From Bakunin to Lacan: Anti-Authoritarianism and the Dislocation of Power
- First edition cover art.
- Author: Saul Newman
- Language: English
- Subject: Anarchism, post-anarchism, postmodernism
- Publisher: Lexington Books
- Publication date: April 28, 2001
- Publication place: United States
- Media type: Print (hardcover)
- Pages: 208 pp. (first edition)
- ISBN: 0-7391-0240-0
- OCLC: 45493176
- Dewey Decimal: 320/.01 21
- LC Class: JC330 .N49 2001

= From Bakunin to Lacan =

Book by Saul Newman

From Bakunin to Lacan: Anti-Authoritarianism and the Dislocation of Power is a book on political philosophy by Saul Newman, published in 2001. It investigates the essential characteristics of anarchist theory, which holds that government and hierarchy are undesirable forms of social organisation. Newman seeks to move beyond the limitations these characteristics imposed on classical anarchism by using concepts from post-structuralist thought.

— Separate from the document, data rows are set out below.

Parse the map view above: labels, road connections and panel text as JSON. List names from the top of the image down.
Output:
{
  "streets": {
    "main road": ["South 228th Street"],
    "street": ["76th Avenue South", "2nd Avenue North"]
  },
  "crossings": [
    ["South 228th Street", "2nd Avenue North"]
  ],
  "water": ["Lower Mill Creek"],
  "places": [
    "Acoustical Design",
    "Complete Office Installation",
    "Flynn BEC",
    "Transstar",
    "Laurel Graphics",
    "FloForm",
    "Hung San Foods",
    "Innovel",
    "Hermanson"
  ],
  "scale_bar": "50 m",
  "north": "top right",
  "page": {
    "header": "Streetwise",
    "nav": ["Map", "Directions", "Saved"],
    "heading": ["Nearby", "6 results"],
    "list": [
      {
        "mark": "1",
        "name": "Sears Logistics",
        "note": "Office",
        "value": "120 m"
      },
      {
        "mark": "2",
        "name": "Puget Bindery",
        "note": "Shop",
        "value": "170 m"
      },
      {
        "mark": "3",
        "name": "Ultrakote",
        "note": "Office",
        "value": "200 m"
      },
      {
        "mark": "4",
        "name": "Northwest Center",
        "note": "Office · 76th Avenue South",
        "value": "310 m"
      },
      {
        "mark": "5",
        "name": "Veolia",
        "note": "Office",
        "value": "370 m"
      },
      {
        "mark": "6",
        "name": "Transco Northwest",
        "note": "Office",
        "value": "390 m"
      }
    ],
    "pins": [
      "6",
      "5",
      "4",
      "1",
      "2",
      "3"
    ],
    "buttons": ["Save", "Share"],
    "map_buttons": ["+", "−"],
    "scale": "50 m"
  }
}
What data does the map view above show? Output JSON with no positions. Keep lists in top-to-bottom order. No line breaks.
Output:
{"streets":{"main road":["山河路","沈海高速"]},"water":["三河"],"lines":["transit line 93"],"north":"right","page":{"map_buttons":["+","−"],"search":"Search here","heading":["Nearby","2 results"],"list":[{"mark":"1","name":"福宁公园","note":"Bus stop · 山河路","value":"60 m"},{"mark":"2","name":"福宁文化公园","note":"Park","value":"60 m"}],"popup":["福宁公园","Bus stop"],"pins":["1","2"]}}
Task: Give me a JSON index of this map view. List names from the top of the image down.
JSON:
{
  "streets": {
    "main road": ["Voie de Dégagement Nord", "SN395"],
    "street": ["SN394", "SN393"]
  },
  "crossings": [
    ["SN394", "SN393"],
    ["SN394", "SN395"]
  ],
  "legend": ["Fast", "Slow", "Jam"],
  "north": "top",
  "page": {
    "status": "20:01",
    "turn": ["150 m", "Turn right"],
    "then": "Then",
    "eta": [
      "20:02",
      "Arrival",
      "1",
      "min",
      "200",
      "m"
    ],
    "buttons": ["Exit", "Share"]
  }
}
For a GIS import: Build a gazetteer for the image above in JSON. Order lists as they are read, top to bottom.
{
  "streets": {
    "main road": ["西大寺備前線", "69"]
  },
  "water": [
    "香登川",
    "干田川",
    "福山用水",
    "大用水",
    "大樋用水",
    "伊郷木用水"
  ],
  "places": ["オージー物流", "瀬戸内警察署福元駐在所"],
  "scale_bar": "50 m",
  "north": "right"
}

By applying post-structuralist theory to anarchism, Newman presents an account of post-anarchism. His post-anarchism is more substantive than that of earlier thinkers, and has influenced later approaches to the philosophy. Released in a climate of an anarchist movement hostile to postmodern philosophy, From Bakunin to Lacan was criticised for its poor understanding of and engagement with contemporary anarchism.

== Background ==
The book was released in the context of the dispute in the newly resurgent anarchist movement between critics of civilisation (primarily anarcho-primitivists exemplified by John Zerzan) and its supporters (notably Murray Bookchin). Although sharply disagreeing on the merits of civilisation, technology and language, both Zerzan and Bookchin derided postmodernism as disempowering the individual and reinforcing the existing order. Another significant factor in the intellectual climate of the book's release was the rediscovery in the 1990s of anarchist theory within academia.

== Content ==
Philosophy professor and post-structural anarchist Todd May asserts that the overall purpose of the book is "to offer a critique of the way power, and specifically political power, is commonly conceived". Newman persistently questions how anarchism can refrain from reproducing the forms of oppression that it strives to overcome.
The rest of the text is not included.